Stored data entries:
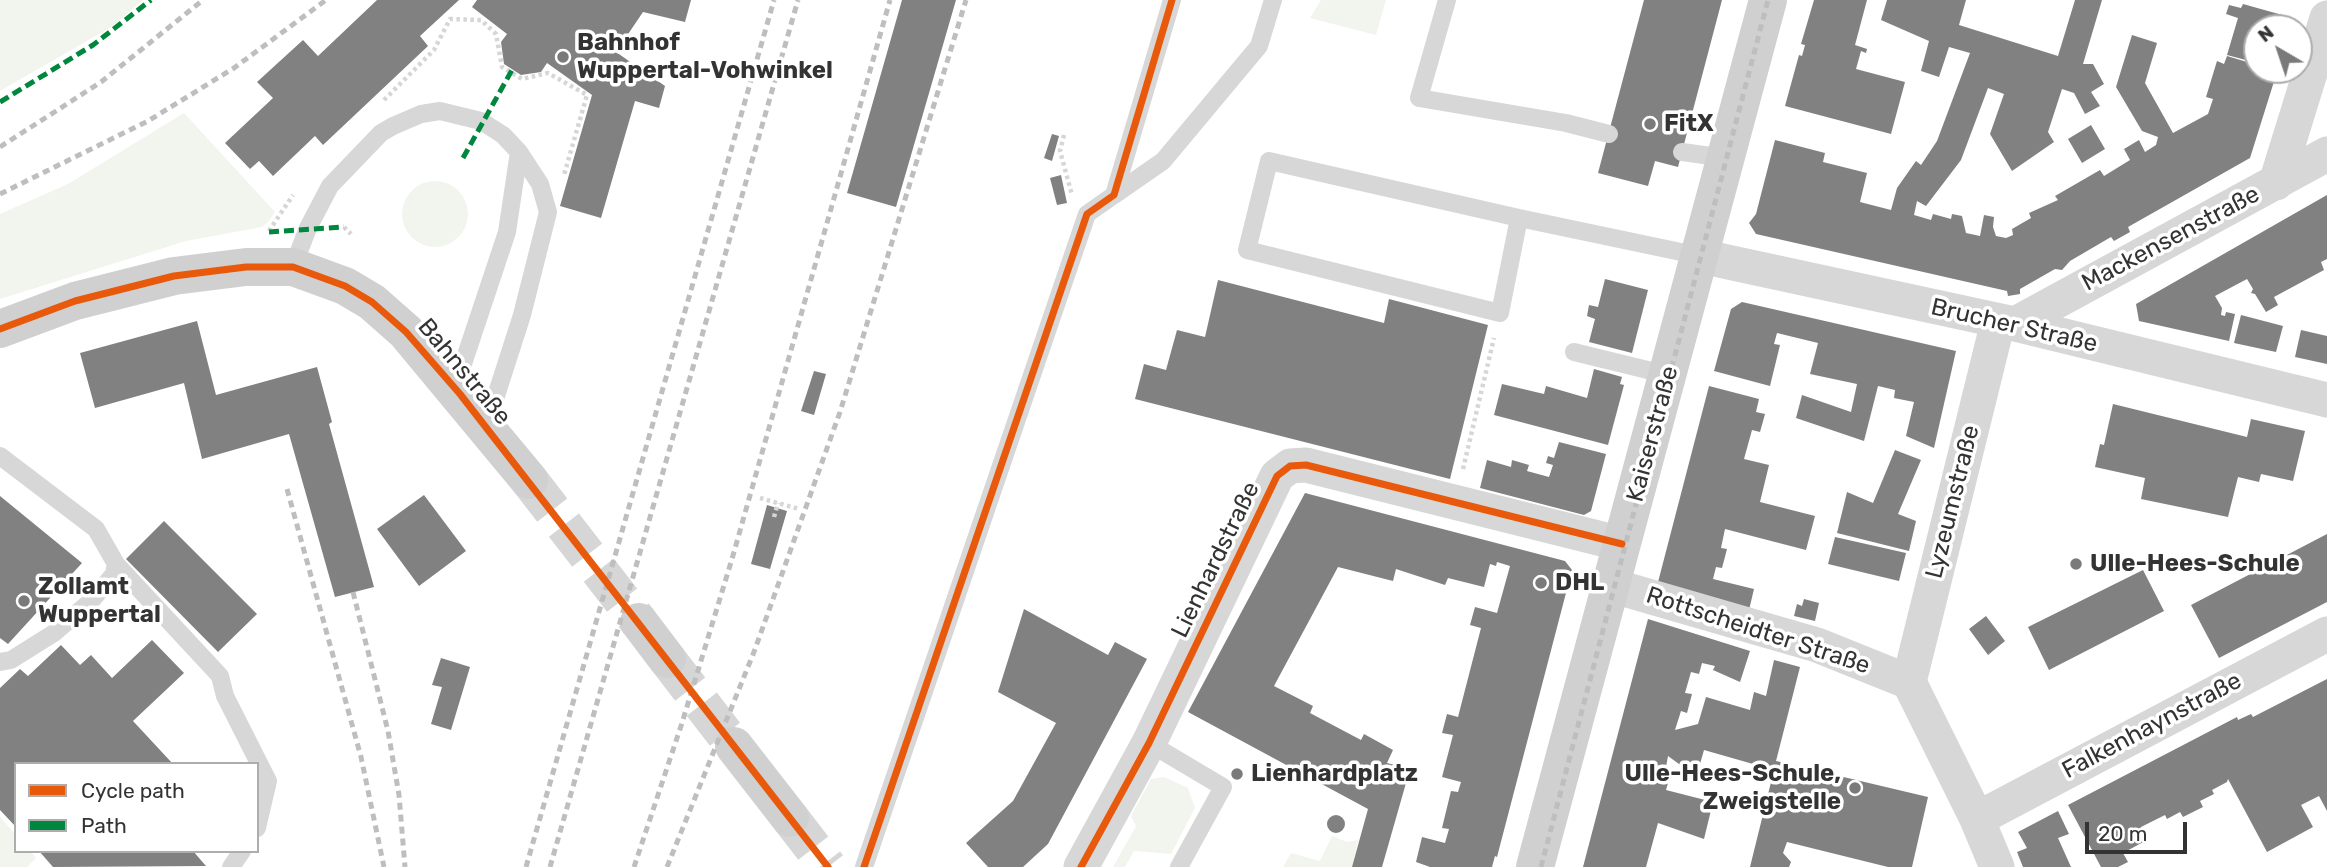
<!DOCTYPE html>
<meta charset="utf-8">
<style>
body{margin:0}
#map{position:relative;width:2327px;height:867px;overflow:hidden;background:#fff;font-family:Rubik,sans-serif}
canvas{display:block}
.legend{position:absolute;left:14px;top:762px;width:245px;height:91px;box-sizing:border-box;background:#fff;border:2px solid #adadad;margin:0;padding:9px 12px;list-style:none;font-size:21px;color:#333}
.legend li{display:flex;align-items:center;gap:14px;height:35px}
.legend b{width:35px;border:2px solid #adadad}
.north{position:absolute;left:2243px;top:14px;width:70px;height:70px;box-sizing:border-box;background:#fff;border:2px solid #adadad;border-radius:50%;rotate:321deg;font-size:19px;font-weight:700;line-height:28px;text-align:center;color:#333}
.north::after{content:'';display:block;margin:auto;width:24px;height:32px;background:#7a7a7a;clip-path:polygon(50% 0,100% 100%,50% 72%,0 100%)}
.scale{position:absolute;left:2085px;top:822px;width:102px;height:32px;box-sizing:border-box;border:4px solid #333;border-top:0;padding-left:9px;font-size:21px;line-height:24px;white-space:nowrap;color:#333;-webkit-text-stroke:5px #fff;paint-order:stroke}
</style>
<div id="map">
<canvas width="2327" height="867"></canvas>
<ul class="legend">
<li><b style="height:9px;background:#e8590c"></b>Cycle path</li>
<li><b style="height:9px;background:#00873e"></b>Path</li>
</ul>
<div class="north">N</div>
<div class="scale">20 m</div>
</div>
<script>
const g = document.querySelector('canvas').getContext('2d');
g.lineJoin = 'round';
function fill(path, color) { g.fillStyle = color; g.fill(path, 'evenodd'); }
const toPath = rows => new Path2D(rows.map(r => 'M' + r).join(''));
function stroke(path, color, width, dash) { g.strokeStyle = color; g.lineWidth = width; g.lineCap = dash ? 'butt' : 'round'; g.setLineDash(dash || []); g.stroke(path); }
function write(font, color, halo, rows, align = 'center') {
  g.font = font + ' Rubik,sans-serif'; g.lineWidth = 7; g.setLineDash([]); g.textBaseline = 'middle'; g.strokeStyle = halo; g.fillStyle = color; for (const [text, x, y, turn = 0] of rows) {
    g.save(); g.translate(x, y); g.rotate((+turn || 0) * Math.PI / 180); g.textAlign = isNaN(turn) ? turn : align; if (halo) g.strokeText(text, 0, 0); g.fillText(text, 0, 0); g.restore();
  }
}
fill(toPath([
 [0,0,143,0,113,26,0,91],
 [1321,0,1386,0,1376,35,1310,18],
 [184,113,275,212,268,222,262,227,186,241,0,299,0,214,68,184],
 '402 214a33 33 0 1 1 66 0a33 33 0 1 1-66 0Z',
 [1164,777,1188,788,1195,808,1171,854,1134,851,1125,867,1113,867,1136,826,1131,816,1151,779],
 [0,817,16,835,16,851,30,851,36,858,27,867,0,867],
 [1332,836,1347,842,1358,840,1352,867,1283,867,1291,853,1320,861]
]), '#f1f5ed');
fill(toPath([
 [377,0,459,0,420,36,428,46,323,145,315,136,273,176,259,161,250,169,225,143,273,98,257,82,303,40,318,56],
 [477,0,691,0,685,22,643,12,616,52,665,86,659,108,635,101,601,218,560,206,592,95,547,63,541,72,521,75,504,64,501,42,507,34,472,7],
 [902,0,956,0,896,207,847,193],
 [1644,0,1722,0,1678,167,1655,161,1648,186,1598,173],
 [1814,0,1867,0,1855,45,1867,49,1866,53,1861,51,1856,69,1905,82,1891,134,1785,106,1799,55,1802,56,1805,45,1801,44],
 [1887,0,1966,0,1959,25,2058,56,2075,0,2102,0,2083,64,2093,64,2104,84,2091,92,2100,106,2085,114,2074,93,2062,89,2048,132,2054,142,2012,171,1990,134,2004,94,1988,88,1961,160,1926,206,1917,201,1914,215,1931,220,1933,214,1951,219,1952,214,1962,216,1966,233,1980,236,1984,215,1994,217,1993,227,1996,236,2006,238,2013,235,2012,229,2031,218,2029,213,2058,200,2055,196,2100,170,2104,176,2130,160,2124,149,2139,140,2145,152,2156,145,2158,137,2142,131,2116,87,2132,35,2157,43,2145,83,2173,133,2208,114,2213,99,2206,97,2217,61,2224,64,2227,56,2257,65,2257,70,2277,72,2250,158,2128,227,2130,232,2114,241,2111,237,2070,261,2062,270,2055,269,2020,289,2020,294,2008,296,2007,291,1756,234,1749,223,1756,214,1775,140,1825,153,1823,162,1867,173,1860,202,1891,210,1897,188,1916,161,1921,165,1937,141,1970,53,1949,47,1939,77,1921,71,1929,41,1881,20],
 [2243,4,2293,18,2290,28,2257,28,2257,63,2227,55,2238,18,2226,14,2229,5,2241,8],
 [2091,125,2105,149,2082,163,2068,139],
 [1052,134,1059,136,1052,161,1044,158],
 [1061,175,1067,203,1057,205,1050,178],
 [2327,195,2327,259,2321,262,2324,270,2274,297,2278,305,2266,312,2255,294,2251,293,2253,289,2247,279,2215,296,2222,308,2221,315,2225,316,2226,312,2235,314,2229,341,2139,321,2136,304],
 [1605,279,1648,290,1632,353,1589,342,1595,319,1587,316,1589,305,1598,307],
 [1218,280,1384,323,1389,299,1488,325,1450,479,1135,399,1144,364,1166,370,1177,330,1205,337],
 [1742,302,1956,351,1934,448,1906,436,1914,402,1894,398,1895,390,1878,386,1864,441,1796,418,1802,395,1851,412,1857,384,1810,374,1818,343,1777,333,1774,344,1780,345,1770,386,1714,371,1731,309],
 [2241,315,2283,326,2276,352,2234,343],
 [197,321,216,395,317,367,332,422,329,424,374,587,335,597,289,434,202,459,184,383,95,408,80,353],
 [2301,330,2327,336,2327,364,2295,357],
 [1594,369,1622,377,1620,384,1624,385,1608,445,1494,415,1502,384,1544,394,1546,386,1587,398],
 [814,371,826,374,814,415,801,411],
 [1709,386,1759,399,1756,412,1765,414,1760,432,1752,430,1744,459,1769,465,1760,502,1815,516,1806,550,1725,529,1721,548,1727,549,1722,568,1716,567,1713,579,1754,589,1749,610,1657,586],
 [2113,404,2247,437,2251,419,2305,431,2293,481,2261,474,2259,482,2238,477,2228,517,2141,499,2145,478,2095,467,2100,444,2104,445],
 [1559,442,1606,454,1591,511,1584,515,1480,488,1487,460,1511,467,1512,460,1529,465,1527,471,1549,477,1553,465,1546,463,1548,456,1554,458],
 [1895,450,1921,460,1898,514,1916,521,1909,551,1837,533,1847,492,1873,503],
 [1305,493,1565,561,1572,570,1497,857,1495,856,1492,867,1430,867,1416,862,1422,837,1445,843,1449,829,1442,828,1451,791,1458,792,1461,782,1442,777,1453,735,1442,733,1447,714,1458,717,1481,628,1470,625,1475,607,1497,613,1510,566,1497,562,1496,566,1490,564,1484,587,1448,578,1445,585,1396,569,1393,581,1338,567,1274,686,1313,706,1310,713,1361,740,1364,734,1393,750,1387,763,1410,769,1382,867,1352,867,1368,809,1188,712],
 [424,495,466,551,419,586,377,529],
 [0,496,82,563,8,644,0,638],
 [767,505,787,511,770,569,751,564],
 [164,521,257,614,218,652,126,559],
 [2327,534,2327,602,2219,658,2191,605],
 [1835,537,1906,553,1899,581,1828,564],
 [2143,570,2164,611,2049,670,2028,627],
 [1804,599,1819,603,1815,621,1794,616,1797,604,1802,606],
 [1024,609,1108,655,1115,642,1147,659,1048,844,1023,867,988,867,966,843,1013,801,1056,723,998,692],
 [1986,616,2005,641,1988,655,1969,629],
 [1648,619,1750,651,1740,682,1713,670,1715,666,1702,663,1699,674,1691,672,1685,693,1692,694,1687,713,1681,711,1675,730,1698,724,1706,697,1750,710,1754,692,1766,696,1774,660,1800,667,1776,761,1928,797,1912,867,1888,867,1787,842,1783,853,1791,862,1789,867,1750,867,1774,770,1704,750,1698,771,1679,764,1668,756,1666,767,1672,769,1666,790,1713,802,1704,839,1658,823,1646,867,1583,867],
 [152,640,184,673,133,721,173,764,16,764,16,827,0,810,0,688,20,669,28,676,61,645,80,665,91,655,112,678],
 [441,658,470,667,451,730,431,724,442,687,432,685],
 [2327,679,2327,811,2319,796,2301,805,2313,827,2267,852,2228,779,2227,782,2212,790,2214,794,2200,801,2203,807,2183,817,2180,812,2167,819,2165,815,2141,827,2147,840,2123,853,2128,862,2118,867,2101,867,2068,805,2237,717,2238,720,2251,714,2253,717],
 [2058,811,2069,834,2058,838,2071,867,2023,867,2017,852,2027,848,2018,832],
 '1327 824a9 9 0 1 1 18 0a9 9 0 1 1-18 0Z',
 [39,851,193,851,206,866,53,867]
]), '#818181');
stroke(toPath([
 [529,480,639,622],
 [667,659,734,746],
 [790,818,828,867]
]), '#d6d6d6', 38, [38, 19]);
stroke(toPath([
 [384,100,434,50,450,19,481,20,496,34,502,67,522,79,548,73,587,95,564,175],
 [1064,135,1060,151,1072,195],
 [344,227,351,234],
 [269,231,293,195],
 [1463,469,1494,338],
 [760,498,799,509],
 [774,517,778,503]
]), '#d6d6d6', 4.5, [3.5, 3.5]);
stroke(toPath([
 [1447,0,1419,98,1566,123,1609,134],
 [1682,152,1726,158],
 [1114,195,1163,161,1259,46,1273,0],
 [1519,218,1269,161,1247,250,1500,313,1519,218,1700,256],
 [293,267,308,228,330,186,381,133,393,126,421,114,440,111,481,121,503,135,519,152,540,184,548,212,522,315,486,427],
 [1574,352,1668,375],
 [455,388,507,232,519,152],
 [0,456,96,529,116,564,114,574,91,601,54,633,11,660,0,662],
 [116,564,220,676,225,696,268,781,257,828],
 [1149,743,1223,787,1179,867],
 [231,867,242,851],
 [864,867,1087,214,1114,195,1172,0]
]), '#d7d7d7', 18);
stroke(toPath([
 [2276,183,2327,18],
 [1700,256,2015,324,2327,400],
 [2015,324,2327,154],
 [1610,585,1817,645,1909,682,1977,819,1997,867],
 [1909,682,1998,322],
 [1977,819,2327,634],
 [1081,867,1149,743,1277,476,1290,466,1306,465,1622,544]
]), '#d7d7d7', 35);
stroke(toPath([
 [0,329,75,301,174,276,246,267,293,267,345,286,372,302,406,332,529,480],
 [639,622,667,659],
 [734,746,790,818],
 [1535,867,1768,0]
]), '#d0d0d0', 38);
stroke(toPath([
 [0,147,101,82,203,0],
 [0,194,148,121,234,68,326,0],
 [287,489,361,757,384,867],
 [353,592,388,731,399,795,405,867],
 [526,867,774,0],
 [550,867,798,0],
 [634,867,682,723,732,559,890,0],
 [667,867,754,652,840,412,966,0],
 [1541,867,1768,0]
]), '#bebebe', 5, [7, 5]);
stroke(toPath([
 [0,102,93,45,151,0],
 [463,158,512,70],
 [269,232,344,227]
]), '#00873e', 5, [10, 5]);
stroke(toPath([
 [0,329,75,301,174,276,246,267,293,267,345,286,372,302,406,332,460,394,828,867],
 [864,867,1087,214,1114,195,1172,0],
 [1081,867,1149,743,1277,476,1290,466,1306,465,1622,544]
]), '#e8590c', 7);
for (const [x, y, r, color] of [
 [563,57,7,"#7a7a7a"],
 [1650,124,7,"#7a7a7a"],
 [2076,564,7,"#7a7a7a"],
 [1541,583,7,"#7a7a7a"],
 [24,601,7,"#7a7a7a"],
 [1237,774,7,"#7a7a7a"],
 [1855,788,7,"#7a7a7a"]
]) { const dot = new Path2D(); dot.arc(x, y, r, 0, 2 * Math.PI); g.fillStyle = color; g.fill(dot); stroke(dot, '#fff', 2.5); }
write('bold 24px', '#333', '#fff', [
 ["Bahnhof",577,43],
 ["Wuppertal-Vohwinkel",577,71],
 ["FitX",1664,124],
 ["Ulle-Hees-Schule",2090,564],
 ["DHL",1555,583],
 ["Zollamt",38,587],
 ["Wuppertal",38,615],
 ["Lienhardplatz",1251,774],
 ["Ulle-Hees-Schule,",1841,774,"right"],
 ["Zweigstelle",1841,802,"right"]
], 'left');
write('24px', '#333', '#fff', [
 ["Mackensenstraße",2171,239,-28],
 ["Brucher Straße",2014,326,13],
 ["Bahnstraße",464,372,50],
 ["Kaiserstraße",1653,434,-75],
 ["Lyzeumstraße",1953,502,-76],
 ["Lienhardstraße",1216,560,-64],
 ["Rottscheidter Straße",1758,631,18],
 ["Falkenhaynstraße",2152,726,-28]
]);
</script>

EXERCISE REQUIREMENTS: Where a line of the entries above holds the word "margin", return that line.

OUTPUT:
body{margin:0}
.legend{position:absolute;left:14px;top:762px;width:245px;height:91px;box-sizing:border-box;background:#fff;border:2px solid #adadad;margin:0;padding:9px 12px;list-style:none;font-size:21px;color:#333}
.north::after{content:'';display:block;margin:auto;width:24px;height:32px;background:#7a7a7a;clip-path:polygon(50% 0,100% 100%,50% 72%,0 100%)}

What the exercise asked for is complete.